PROMPT
Report back the lines in this listing that carry the string "rendered".
____
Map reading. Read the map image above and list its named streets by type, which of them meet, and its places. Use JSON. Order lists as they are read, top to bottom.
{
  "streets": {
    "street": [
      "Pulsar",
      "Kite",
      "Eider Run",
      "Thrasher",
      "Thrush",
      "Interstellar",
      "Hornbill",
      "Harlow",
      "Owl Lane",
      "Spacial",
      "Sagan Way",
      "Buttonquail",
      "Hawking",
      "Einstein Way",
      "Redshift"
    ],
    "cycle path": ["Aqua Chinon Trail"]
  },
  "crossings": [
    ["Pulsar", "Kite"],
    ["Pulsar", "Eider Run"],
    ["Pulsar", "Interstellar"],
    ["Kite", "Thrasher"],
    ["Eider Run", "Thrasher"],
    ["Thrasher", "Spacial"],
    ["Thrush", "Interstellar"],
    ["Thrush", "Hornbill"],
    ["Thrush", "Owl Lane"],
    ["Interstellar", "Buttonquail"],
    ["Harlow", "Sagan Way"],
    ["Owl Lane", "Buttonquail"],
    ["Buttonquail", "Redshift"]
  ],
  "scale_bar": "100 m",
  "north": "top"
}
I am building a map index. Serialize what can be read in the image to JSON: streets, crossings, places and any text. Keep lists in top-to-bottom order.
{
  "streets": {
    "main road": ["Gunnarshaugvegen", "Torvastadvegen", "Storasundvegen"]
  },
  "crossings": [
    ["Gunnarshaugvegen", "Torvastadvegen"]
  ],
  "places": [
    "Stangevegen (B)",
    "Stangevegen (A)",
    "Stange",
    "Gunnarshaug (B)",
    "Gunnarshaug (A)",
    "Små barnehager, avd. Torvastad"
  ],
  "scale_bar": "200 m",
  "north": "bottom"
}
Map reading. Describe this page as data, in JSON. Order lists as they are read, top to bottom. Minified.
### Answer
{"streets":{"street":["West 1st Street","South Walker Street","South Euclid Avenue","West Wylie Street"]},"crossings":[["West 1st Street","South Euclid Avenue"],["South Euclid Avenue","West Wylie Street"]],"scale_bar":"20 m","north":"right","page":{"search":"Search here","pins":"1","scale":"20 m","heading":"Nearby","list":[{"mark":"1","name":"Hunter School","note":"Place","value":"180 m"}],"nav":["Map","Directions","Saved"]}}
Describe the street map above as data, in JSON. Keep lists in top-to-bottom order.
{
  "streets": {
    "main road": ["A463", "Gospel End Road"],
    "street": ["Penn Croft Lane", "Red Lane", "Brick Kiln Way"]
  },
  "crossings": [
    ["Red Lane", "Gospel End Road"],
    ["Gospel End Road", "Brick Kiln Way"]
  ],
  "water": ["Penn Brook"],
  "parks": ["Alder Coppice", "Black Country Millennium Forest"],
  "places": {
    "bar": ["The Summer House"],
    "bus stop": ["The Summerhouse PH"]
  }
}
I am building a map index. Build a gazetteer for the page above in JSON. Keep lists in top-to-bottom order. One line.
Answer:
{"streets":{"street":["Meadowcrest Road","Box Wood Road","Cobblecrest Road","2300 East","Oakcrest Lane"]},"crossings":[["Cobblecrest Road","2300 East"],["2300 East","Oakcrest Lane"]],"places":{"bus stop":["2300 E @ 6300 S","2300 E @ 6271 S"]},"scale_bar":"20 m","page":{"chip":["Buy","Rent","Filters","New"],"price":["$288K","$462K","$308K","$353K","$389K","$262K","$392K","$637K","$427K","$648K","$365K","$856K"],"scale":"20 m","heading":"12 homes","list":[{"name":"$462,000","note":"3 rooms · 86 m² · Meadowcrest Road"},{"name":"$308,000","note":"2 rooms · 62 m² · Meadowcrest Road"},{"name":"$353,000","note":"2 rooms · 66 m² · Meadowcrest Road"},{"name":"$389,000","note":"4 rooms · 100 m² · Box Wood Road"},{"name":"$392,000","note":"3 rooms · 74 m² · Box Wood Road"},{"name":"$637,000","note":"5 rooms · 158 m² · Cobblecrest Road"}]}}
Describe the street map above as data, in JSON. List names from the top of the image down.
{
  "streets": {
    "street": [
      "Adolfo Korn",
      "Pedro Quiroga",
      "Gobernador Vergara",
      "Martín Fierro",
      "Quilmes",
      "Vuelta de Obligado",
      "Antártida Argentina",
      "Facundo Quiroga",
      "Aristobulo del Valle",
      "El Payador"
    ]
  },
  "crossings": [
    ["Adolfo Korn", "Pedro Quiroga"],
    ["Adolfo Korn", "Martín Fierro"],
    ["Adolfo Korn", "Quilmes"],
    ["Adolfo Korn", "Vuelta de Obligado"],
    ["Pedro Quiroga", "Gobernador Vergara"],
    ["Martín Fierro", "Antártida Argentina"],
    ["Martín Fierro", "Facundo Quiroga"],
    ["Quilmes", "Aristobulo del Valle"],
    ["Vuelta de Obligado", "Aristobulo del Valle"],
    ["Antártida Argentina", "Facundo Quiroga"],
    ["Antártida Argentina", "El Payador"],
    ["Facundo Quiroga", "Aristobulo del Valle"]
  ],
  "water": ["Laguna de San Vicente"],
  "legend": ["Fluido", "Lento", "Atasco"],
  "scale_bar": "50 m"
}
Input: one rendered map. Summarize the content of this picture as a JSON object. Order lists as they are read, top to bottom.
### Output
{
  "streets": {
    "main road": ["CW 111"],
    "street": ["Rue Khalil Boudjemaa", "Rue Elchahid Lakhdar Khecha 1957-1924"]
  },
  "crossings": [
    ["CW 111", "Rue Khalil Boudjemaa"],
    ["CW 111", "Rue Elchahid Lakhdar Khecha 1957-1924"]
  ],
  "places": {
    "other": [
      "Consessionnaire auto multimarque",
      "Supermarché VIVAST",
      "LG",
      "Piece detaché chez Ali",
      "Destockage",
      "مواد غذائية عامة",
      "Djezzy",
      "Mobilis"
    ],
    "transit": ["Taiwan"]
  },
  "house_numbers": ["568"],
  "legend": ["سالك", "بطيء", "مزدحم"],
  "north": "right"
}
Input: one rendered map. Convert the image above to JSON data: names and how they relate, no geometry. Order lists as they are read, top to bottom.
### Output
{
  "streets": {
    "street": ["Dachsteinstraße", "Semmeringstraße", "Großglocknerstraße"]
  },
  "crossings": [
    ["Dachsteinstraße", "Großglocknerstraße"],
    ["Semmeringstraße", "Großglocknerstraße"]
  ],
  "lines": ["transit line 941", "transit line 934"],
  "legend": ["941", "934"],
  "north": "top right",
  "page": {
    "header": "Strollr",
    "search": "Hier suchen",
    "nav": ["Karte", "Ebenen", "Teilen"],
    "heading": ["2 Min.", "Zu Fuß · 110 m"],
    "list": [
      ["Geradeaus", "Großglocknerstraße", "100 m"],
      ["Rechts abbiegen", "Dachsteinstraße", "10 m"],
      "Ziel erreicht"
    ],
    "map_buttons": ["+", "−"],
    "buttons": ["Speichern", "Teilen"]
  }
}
____
EXERCISE ANSWER
Input: one rendered map. Summarize the content of this picture as a JSON object. Order lists as they are read, top to bottom.
Input: one rendered map. Convert the image above to JSON data: names and how they relate, no geometry. Order lists as they are read, top to bottom.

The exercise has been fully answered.